TASK DIRECTIONS: In this exercise, retype exactly and only the lines from the top of the entries below through the line that holds "display:flex; align-items:center; gap:8px;", omitting pictures.

───── SUPPLIED RECORDS ─────

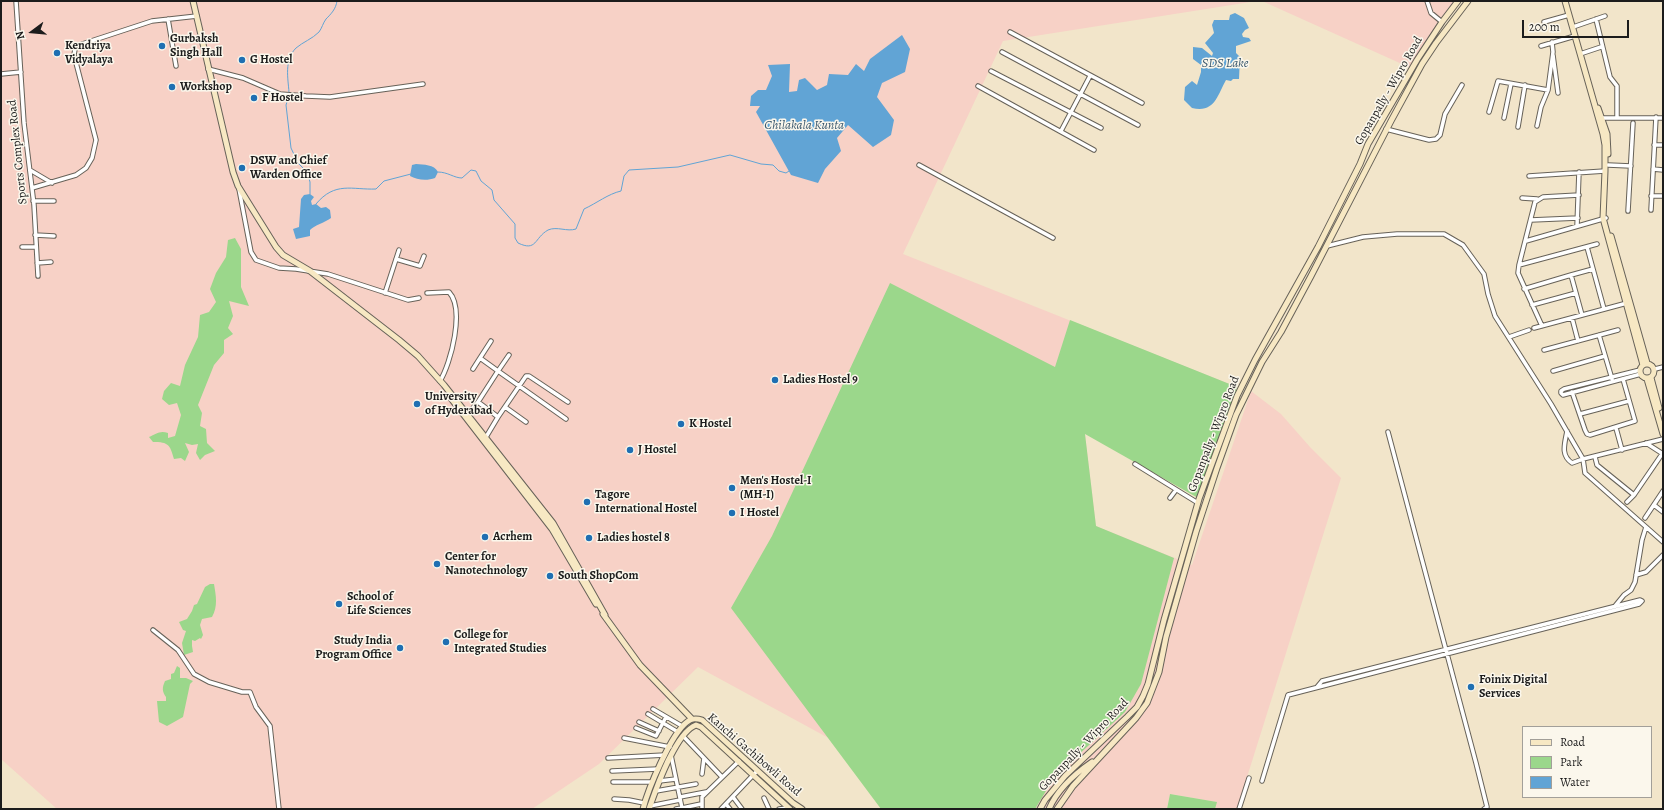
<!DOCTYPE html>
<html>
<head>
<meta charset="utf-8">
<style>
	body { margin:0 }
	#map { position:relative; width:1664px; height:810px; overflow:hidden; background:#f2e5ca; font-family:Alegreya,serif }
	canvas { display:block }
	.frame { position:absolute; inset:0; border:2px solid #1c1c1c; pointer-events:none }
	.legend { position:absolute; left:1522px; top:726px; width:130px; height:72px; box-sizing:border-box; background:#fbf7ec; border:1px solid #a29f99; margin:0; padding:5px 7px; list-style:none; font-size:12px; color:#1c1c1c }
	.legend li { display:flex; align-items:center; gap:8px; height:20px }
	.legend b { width:20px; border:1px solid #a29f99 }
	.north { position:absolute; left:12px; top:12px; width:40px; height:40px; -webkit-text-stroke:3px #fbf7ec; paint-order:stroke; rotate:254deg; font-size:11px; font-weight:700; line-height:16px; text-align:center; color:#1c1c1c }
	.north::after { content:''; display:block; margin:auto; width:14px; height:18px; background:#1c1c1c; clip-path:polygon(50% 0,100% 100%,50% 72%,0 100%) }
	.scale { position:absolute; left:1522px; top:20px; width:107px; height:18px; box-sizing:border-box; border:2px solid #1c1c1c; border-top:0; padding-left:5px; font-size:12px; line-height:14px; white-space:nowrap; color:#1c1c1c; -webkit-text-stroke:3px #fbf7ec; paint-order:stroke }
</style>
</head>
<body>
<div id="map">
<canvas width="1664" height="810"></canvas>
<div class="frame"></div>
<ul class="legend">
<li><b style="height:5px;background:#f7e8c3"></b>Road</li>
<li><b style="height:11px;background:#9bd78b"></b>Park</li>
<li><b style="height:11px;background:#61a4d5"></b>Water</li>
</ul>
<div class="north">N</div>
<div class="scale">200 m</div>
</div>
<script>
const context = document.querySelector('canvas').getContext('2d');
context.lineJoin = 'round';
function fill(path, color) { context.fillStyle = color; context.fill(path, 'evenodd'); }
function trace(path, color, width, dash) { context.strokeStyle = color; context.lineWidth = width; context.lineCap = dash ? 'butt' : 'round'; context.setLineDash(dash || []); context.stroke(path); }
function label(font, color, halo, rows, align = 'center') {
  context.font = font + ' Alegreya,serif'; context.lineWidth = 3; context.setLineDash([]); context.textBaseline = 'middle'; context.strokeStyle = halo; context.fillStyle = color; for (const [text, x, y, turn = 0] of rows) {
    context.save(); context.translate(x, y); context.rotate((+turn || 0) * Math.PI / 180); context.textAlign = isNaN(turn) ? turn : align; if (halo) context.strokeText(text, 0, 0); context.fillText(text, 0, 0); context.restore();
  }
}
fill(new Path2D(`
	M1,1H1257L1003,41L903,254L1237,387L1085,434L1096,526L1192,565L1251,391L1281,414L1310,447L1341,478L1237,809H1215L1216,802L1170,794L1167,809H959L698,667L599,764L532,809H57L1,759Z
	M1262,1H1460L1413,69Z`), '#f7d1c6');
fill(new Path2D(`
	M235,238L241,249V287L249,306L229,301L233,316L228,328L233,334L224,340V353L214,365L198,405L202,413L200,426L206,429L207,443L215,451L205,455L200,460L196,453L198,444L192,445L185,443L189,452L185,461L181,458L174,459C170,445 169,442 153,442L149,437C156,434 160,430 168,433V438L175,436L181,415L177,403L169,405L162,399L164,391L171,383L180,386L185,365L198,337L200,315L209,312L216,302L210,289L216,273L226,257L228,240Z
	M890,283L1055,367L1070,320L1237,387L1198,498L1085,434L1096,526L1174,558L1141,684L1125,712L1063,769L1046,791L1035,809H881L731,608L772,536Z
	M210,584H214C216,596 218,606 212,617L202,619L200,625L203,635L201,639L200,638L195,641L192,640V646L193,652L184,655L182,643L186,631L183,630L179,622L187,619L192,611L194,605L197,604L205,587Z
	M177,666L180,668V678H186L193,681L190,684L183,717L167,726L159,722L157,701H166V697C162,691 162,688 165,681L171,679V674L174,673Z
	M1170,794L1217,802L1215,809H1167Z`), '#9bd78b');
fill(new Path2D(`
	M1235,13L1244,18L1249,28L1245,30L1242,34L1243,37L1249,38L1251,41L1236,46V53L1240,57L1239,79H1233L1231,81L1226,80C1217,96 1215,113 1192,108L1184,100L1185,87L1192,81L1197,85L1201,72V65L1193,59V47L1202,48L1212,56L1213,53L1205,43L1214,33L1212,25L1214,20H1229L1230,15Z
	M902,35L910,49L905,72L882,83L877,97L894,120L891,135L873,147L848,125L837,138L841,151L825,169L818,183L791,175L756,112L760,106H750L751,96L758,90H766L772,76L768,65L790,64L789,92L797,91L799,80L805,78L817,90L827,85L829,74L848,75L856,64L864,71L870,59Z
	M416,164C424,165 434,164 438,172L435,178C427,181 417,180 410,176L412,165Z
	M310,194L314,197L311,201L312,205L316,204L321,208L326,207L330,210L331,218C324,223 315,225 310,230V236L296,239L293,229L299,227L301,199L304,195Z`), '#61a4d5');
trace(new Path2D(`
	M289,92C288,78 284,60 296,48C303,42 312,39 319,32C322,28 323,23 326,19C331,14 336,9 337,1
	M289,96L286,105L291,148L298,163L307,172L310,182V194
	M438,172C448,172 454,178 462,178L471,170L476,171L481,181L492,190L494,200L515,224V238L518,243C537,252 534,238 548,230C557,226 567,232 576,229L584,209C597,203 608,194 621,191L624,176L629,170L678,167L730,155L761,164L773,165L779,171L786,173L789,171
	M316,204C335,181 352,190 376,189L384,181L411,174`), '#61a4d5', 1);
const street = new Path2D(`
	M16,1L24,123L34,205L38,276
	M1427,1L1431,13L1442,22
	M168,19L176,66
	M1596,19L1610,77L1617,86V117
	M1544,22L1569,15
	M1573,27L1605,16
	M1010,32L1142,103
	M1541,46L1575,36
	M1002,52L1138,125
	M1580,54L1601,47
	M1553,55L1558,93
	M208,69L243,78L280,94L306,96L330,97L423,84
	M991,71L1101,128
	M1,74L21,72
	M978,86L1094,150
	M1489,112L1498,81L1548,90
	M1504,118L1511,84
	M1602,118H1663
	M1537,126L1541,107L1548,90L1553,52L1552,42
	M1518,127L1525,85
	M1386,129L1429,140L1436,139L1440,135L1445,114L1462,85
	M1061,131L1090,76
	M1654,145H1663
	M919,165L1053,238
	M1608,165L1631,166
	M1653,169L1663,170
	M30,170L52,183
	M1529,176L1605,171
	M32,188L76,175L86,168L92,158L96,140L74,55L75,49L79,45L152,21L197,16
	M239,189L251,252L256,260L279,268L296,269L328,274L408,300L419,298
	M1651,196H1663
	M1522,198L1537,199
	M33,201H54
	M1651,210L1656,117
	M1628,211L1633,123
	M1531,220L1578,218
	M1577,226L1579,172
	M35,235L54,236
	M1526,241L1606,218
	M1327,246L1363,237L1397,234H1444L1463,245L1484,274L1488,294L1495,316L1551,404L1583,459L1663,439
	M22,247H36
	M1587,247L1604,309
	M396,259L420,266L424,256
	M37,263L51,262
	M1519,265L1535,202L1543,197L1579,195
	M1524,289L1571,275
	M385,293L399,250
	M427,293L449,292C465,309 451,363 440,381
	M1532,305L1576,293
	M1582,315L1571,275L1593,269
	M1572,318L1578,341
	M1542,326L1518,273L1519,265L1597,244
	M1534,328L1627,303
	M1599,335L1612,379
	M1509,337L1529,330
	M1544,350L1618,330
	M480,358L491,341
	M473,369L480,358L498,371L509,355
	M1655,369L1663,367
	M1640,370L1564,389L1561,391V393L1563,395L1641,374
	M1553,371L1605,356
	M1572,392L1585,430L1587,434L1590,435L1635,421L1623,379
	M478,402L498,417
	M505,407L526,422
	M1580,414L1629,401
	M467,415L478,402L498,371L566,419
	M1616,428L1622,450
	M1567,431C1565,443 1560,455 1572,463L1583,459L1585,473L1663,542
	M1388,432L1476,763L1487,807L1484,809
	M486,437L498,417L526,376H529L568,402
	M1646,443L1663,454
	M1595,457L1597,465L1634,495
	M1135,464L1198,503
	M1170,498L1176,490
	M1627,502L1634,495L1662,454
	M1654,505L1663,512
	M1645,518L1663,491
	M1636,575L1646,572L1663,555
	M1615,606L1624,595L1631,590L1635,582L1642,540L1646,527
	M153,630L178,650L194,674L209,682L242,692H250L256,707L270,726L279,809
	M1317,687L1322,681L1640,600L1642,601
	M653,709L682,726
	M648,714L678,732
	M639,722L659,731
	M636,728L656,736L666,717
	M683,736L722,777
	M624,738L670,747
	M671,755L682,808L676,809
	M608,758L665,755
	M612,771L658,769
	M702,774L704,758
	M659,781L676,779
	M1262,781L1288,695L1639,604L1642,601
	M613,782H652
	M656,791L696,784
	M680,797L706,792
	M733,797L742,809
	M764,798L769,809
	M614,799L629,800L644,803
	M726,804L730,809
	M650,806L680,800
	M682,808L701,804
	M702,809V797L739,761
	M721,809L757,771
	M779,809L788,808
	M1239,809L1249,778`);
const secondary = new Path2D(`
	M193,1L233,172L238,186L276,247L283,255L310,271L399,340L418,356L444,385L553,523L605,615
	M1565,1L1603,134L1605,145V171L1603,218L1643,365
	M1598,108L1607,134L1608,154
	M1611,236L1647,363
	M1640 371a7 7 0 1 1 14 0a7 7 0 1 1-14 0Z
	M1651,378L1659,408
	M1647,379L1663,434
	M450,397L552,529L596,604
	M603,614L640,665L692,719
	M643,809C648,789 671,734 687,722C692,718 696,718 702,720L793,803L802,809
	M649,809C656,789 675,733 696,725L701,727L790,809
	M1040,809L1045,800L1065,776L1127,717L1137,707L1143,696L1148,684L1164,620L1199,499L1237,396L1255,360L1318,247L1360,164L1368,144L1417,60L1442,22L1458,1
	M1049,809C1057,790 1076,773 1092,762
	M1057,809L1073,786L1136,718L1147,703L1159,672L1166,637L1196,532L1217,468L1236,415L1262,362L1281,332L1311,276L1391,121L1422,64L1436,43L1468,1`);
trace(street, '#676259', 5.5);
trace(secondary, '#676259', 7);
trace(street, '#fff', 3.5);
trace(secondary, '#f7e8c3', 5);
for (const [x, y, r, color] of [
	[162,46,4,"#1f6fb2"],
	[57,53,4,"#1f6fb2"],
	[242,60,4,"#1f6fb2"],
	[172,87,4,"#1f6fb2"],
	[254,98,4,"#1f6fb2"],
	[242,168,4,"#1f6fb2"],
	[775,380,4,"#1f6fb2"],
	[417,404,4,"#1f6fb2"],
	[681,424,4,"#1f6fb2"],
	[630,450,4,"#1f6fb2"],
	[732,488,4,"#1f6fb2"],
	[587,502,4,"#1f6fb2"],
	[732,513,4,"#1f6fb2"],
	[485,537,4,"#1f6fb2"],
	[589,538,4,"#1f6fb2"],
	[437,564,4,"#1f6fb2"],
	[550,576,4,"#1f6fb2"],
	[339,604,4,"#1f6fb2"],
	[446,642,4,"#1f6fb2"],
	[400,648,4,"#1f6fb2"],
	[1471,687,4,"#1f6fb2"]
]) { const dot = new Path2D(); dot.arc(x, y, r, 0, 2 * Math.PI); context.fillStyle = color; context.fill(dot); trace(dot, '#fbf7ec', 1.5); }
label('bold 12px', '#1c1c1c', '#fbf7ec', [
	["Gurbaksh",170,39],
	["Singh Hall",170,53],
	["Kendriya",65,46],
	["Vidyalaya",65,60],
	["G Hostel",250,60],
	["Workshop",180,87],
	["F Hostel",262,98],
	["DSW and Chief",250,161],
	["Warden Office",250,175],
	["Ladies Hostel 9",783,380],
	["University",425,397],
	["of Hyderabad",425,411],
	["K Hostel",689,424],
	["J Hostel",638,450],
	["Men's Hostel-I",740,481],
	["(MH-I)",740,495],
	["Tagore",595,495],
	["International Hostel",595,509],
	["I Hostel",740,513],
	["Acrhem",493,537],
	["Ladies hostel 8",597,538],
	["Center for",445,557],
	["Nanotechnology",445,571],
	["South ShopCom",558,576],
	["School of",347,597],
	["Life Sciences",347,611],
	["College for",454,635],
	["Integrated Studies",454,649],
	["Study India",392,641,"right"],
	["Program Office",392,655,"right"],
	["Foinix Digital",1479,680],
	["Services",1479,694]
], 'left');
label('12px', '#1c1c1c', '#fbf7ec', [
	["Gopanpally - Wipro Road",1389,91,-60],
	["Sports Complex Road",18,152,-96],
	["Gopanpally - Wipro Road",1214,434,-69],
	["Gopanpally - Wipro Road",1084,745,-46],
	["Kanchi Gachibowli Road",754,755,41]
]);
label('italic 13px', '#3b596f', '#fbf7ec', [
	["SDS Lake",1225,64],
	["Chilakala Kunta",804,126]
]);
</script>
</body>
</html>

─────

PROBLEM SOLUTION:
<!DOCTYPE html>
<html>
<head>
<meta charset="utf-8">
<style>
	body { margin:0 }
	#map { position:relative; width:1664px; height:810px; overflow:hidden; background:#f2e5ca; font-family:Alegreya,serif }
	canvas { display:block }
	.frame { position:absolute; inset:0; border:2px solid #1c1c1c; pointer-events:none }
	.legend { position:absolute; left:1522px; top:726px; width:130px; height:72px; box-sizing:border-box; background:#fbf7ec; border:1px solid #a29f99; margin:0; padding:5px 7px; list-style:none; font-size:12px; color:#1c1c1c }
	.legend li { display:flex; align-items:center; gap:8px; height:20px }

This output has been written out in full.